Task requirements: Please copy out the lines in the entries that contain "Format".
== Segment start ==
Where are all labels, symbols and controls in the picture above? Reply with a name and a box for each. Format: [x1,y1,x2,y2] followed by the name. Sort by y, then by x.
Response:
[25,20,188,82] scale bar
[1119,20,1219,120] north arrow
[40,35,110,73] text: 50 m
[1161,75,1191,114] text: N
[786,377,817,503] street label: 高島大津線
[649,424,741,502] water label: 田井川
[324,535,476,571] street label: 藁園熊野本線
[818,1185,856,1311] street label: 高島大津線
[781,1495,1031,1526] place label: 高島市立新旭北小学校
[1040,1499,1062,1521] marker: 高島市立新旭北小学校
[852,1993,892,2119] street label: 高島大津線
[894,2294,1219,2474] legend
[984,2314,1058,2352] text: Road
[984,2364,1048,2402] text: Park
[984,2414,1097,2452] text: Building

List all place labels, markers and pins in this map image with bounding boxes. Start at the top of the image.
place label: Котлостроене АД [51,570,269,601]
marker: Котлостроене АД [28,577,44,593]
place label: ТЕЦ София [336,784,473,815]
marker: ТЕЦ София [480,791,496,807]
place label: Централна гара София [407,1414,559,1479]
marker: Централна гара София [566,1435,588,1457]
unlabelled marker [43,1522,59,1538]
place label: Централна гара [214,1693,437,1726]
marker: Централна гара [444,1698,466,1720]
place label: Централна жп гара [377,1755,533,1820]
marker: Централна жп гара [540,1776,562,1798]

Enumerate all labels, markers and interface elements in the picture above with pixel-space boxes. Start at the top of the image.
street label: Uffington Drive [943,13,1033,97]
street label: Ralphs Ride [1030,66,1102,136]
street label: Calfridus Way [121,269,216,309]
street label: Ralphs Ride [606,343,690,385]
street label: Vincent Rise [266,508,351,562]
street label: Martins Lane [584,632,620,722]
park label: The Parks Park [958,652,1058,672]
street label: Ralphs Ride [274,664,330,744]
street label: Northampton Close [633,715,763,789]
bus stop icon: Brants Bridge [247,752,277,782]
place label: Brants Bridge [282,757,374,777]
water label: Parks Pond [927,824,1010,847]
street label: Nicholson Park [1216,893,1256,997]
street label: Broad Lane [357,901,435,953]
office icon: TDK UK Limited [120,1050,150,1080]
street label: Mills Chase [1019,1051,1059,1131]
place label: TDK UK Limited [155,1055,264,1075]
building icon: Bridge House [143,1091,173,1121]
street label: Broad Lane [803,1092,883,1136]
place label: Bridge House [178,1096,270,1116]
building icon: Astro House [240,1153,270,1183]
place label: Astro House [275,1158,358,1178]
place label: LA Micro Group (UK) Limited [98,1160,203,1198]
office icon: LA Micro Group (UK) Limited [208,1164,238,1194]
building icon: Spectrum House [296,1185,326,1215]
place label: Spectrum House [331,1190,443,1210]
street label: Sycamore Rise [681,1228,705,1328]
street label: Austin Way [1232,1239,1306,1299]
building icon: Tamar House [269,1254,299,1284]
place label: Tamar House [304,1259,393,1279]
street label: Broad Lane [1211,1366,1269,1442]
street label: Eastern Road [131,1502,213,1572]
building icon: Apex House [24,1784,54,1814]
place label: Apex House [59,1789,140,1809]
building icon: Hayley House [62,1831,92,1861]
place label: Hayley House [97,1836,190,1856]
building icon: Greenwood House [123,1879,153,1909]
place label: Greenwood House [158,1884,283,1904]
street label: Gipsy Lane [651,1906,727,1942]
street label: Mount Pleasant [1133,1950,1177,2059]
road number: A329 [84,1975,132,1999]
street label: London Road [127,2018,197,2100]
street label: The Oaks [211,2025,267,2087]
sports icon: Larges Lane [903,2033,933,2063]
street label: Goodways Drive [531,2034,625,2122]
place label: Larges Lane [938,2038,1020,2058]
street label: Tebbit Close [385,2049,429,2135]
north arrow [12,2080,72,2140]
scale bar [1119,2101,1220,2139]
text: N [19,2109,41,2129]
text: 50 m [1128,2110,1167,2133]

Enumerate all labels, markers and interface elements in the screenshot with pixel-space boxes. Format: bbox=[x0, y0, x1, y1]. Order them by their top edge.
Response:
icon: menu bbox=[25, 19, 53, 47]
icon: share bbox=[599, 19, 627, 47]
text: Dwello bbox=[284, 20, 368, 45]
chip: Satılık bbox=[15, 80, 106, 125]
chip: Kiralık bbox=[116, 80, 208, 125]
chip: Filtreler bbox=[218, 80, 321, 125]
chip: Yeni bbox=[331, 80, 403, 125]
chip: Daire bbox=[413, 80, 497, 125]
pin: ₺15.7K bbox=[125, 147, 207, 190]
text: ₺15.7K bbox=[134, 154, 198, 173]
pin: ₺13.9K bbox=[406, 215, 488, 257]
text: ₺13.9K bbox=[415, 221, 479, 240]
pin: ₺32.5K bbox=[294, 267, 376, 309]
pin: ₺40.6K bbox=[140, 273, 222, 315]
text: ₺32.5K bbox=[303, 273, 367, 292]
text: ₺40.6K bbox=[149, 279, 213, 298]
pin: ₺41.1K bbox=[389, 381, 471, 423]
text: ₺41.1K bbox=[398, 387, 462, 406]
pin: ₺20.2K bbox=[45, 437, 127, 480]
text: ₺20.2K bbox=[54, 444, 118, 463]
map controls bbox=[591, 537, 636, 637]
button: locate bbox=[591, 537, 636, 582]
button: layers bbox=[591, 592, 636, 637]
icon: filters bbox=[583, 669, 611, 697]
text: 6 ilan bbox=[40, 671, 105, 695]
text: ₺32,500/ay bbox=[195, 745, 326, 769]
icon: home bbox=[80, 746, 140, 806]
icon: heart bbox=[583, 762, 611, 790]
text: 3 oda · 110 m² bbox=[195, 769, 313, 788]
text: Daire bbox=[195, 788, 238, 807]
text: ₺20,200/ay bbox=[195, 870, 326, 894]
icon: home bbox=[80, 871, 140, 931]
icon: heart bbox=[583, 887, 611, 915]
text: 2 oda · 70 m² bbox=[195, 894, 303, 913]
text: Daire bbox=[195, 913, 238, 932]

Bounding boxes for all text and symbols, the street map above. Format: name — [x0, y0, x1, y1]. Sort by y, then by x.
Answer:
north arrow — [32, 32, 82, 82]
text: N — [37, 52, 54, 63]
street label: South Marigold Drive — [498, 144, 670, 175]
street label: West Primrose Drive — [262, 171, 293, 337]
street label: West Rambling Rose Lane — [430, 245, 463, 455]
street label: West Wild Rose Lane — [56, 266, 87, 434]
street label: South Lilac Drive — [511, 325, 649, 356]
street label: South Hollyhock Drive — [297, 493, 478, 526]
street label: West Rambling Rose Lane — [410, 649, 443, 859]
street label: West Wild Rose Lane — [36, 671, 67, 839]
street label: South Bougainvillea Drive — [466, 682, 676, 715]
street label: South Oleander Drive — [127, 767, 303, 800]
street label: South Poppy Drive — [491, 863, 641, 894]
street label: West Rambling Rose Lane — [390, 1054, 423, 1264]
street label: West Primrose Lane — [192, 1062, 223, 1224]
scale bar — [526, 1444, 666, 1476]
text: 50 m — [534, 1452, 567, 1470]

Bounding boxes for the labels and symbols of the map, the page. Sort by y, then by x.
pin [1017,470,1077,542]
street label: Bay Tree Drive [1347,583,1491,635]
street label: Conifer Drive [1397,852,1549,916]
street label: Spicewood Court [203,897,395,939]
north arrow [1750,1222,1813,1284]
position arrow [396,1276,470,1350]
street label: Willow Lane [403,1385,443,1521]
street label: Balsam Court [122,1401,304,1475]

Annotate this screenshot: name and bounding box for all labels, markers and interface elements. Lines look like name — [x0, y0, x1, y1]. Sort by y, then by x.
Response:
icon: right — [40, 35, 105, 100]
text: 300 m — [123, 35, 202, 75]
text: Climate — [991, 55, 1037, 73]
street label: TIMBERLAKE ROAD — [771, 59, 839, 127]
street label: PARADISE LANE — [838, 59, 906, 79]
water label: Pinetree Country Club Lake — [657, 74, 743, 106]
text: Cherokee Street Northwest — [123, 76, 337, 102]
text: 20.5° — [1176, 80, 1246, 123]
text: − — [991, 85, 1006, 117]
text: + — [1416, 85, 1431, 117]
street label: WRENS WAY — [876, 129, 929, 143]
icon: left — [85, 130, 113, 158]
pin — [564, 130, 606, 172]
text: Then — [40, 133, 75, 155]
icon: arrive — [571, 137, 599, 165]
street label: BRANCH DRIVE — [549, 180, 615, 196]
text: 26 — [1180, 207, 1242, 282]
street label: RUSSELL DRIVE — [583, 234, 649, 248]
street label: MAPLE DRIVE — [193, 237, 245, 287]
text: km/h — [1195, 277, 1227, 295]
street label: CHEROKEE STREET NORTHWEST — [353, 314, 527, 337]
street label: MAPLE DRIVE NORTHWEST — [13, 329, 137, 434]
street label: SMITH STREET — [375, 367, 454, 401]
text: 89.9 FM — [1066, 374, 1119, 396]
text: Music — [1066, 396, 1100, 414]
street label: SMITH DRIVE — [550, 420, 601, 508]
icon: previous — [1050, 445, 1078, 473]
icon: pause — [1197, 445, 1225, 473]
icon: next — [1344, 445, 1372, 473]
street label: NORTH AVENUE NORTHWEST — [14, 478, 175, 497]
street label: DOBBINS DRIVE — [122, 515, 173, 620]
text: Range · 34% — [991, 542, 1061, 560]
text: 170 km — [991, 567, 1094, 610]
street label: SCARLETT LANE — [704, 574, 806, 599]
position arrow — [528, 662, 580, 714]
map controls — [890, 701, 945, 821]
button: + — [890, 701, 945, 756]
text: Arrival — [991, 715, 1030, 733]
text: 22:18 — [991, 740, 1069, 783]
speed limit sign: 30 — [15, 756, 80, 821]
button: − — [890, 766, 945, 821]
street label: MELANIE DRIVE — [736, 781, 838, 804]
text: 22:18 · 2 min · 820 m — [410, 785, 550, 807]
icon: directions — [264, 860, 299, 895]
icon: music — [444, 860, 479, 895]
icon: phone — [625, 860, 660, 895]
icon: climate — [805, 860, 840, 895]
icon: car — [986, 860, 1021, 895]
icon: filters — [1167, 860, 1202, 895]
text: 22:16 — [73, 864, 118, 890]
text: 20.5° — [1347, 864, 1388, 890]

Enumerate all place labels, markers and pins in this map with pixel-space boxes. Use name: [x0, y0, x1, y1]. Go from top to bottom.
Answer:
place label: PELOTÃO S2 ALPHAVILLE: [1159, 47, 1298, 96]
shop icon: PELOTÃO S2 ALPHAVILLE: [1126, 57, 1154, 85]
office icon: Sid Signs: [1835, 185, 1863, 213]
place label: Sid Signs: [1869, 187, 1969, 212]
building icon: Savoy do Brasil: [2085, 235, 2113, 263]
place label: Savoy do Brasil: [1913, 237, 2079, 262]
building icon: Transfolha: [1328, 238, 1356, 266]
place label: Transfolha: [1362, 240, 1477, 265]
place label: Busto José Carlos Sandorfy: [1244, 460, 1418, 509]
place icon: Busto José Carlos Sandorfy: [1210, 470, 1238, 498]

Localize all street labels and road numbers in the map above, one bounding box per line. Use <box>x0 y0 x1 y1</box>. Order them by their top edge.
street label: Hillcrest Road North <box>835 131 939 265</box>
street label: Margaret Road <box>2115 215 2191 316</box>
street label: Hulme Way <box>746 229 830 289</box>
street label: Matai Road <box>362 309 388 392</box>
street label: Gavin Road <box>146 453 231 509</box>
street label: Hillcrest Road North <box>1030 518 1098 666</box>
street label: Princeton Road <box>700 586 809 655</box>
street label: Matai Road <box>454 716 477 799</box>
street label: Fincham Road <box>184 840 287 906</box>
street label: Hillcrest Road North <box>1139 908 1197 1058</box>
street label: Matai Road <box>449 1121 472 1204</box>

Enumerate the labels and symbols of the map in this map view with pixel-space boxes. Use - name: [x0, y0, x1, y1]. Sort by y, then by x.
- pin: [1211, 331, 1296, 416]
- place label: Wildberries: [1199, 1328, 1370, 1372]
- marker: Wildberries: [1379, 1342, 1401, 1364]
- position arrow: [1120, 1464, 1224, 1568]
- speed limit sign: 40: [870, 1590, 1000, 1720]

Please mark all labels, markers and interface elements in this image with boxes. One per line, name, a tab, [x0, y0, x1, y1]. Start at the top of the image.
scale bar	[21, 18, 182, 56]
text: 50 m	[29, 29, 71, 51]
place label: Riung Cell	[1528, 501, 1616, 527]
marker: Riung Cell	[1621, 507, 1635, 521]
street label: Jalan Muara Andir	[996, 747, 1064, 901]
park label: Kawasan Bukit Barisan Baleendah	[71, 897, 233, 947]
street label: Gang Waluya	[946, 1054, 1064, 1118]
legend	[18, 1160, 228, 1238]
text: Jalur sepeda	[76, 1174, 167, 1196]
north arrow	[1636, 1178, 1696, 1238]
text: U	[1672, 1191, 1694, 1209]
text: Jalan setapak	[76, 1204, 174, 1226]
== Segment end ==
Problem solution:
Where are all labels, symbols and controls in the picture above? Reply with a name and a box for each. Format: [x1,y1,x2,y2] followed by the name. Sort by y, then by x.
Enumerate all labels, markers and interface elements in the screenshot with pixel-space boxes. Format: bbox=[x0, y0, x1, y1]. Order them by their top edge.
Bounding boxes for all text and symbols, the street map above. Format: name — [x0, y0, x1, y1]. Sort by y, then by x.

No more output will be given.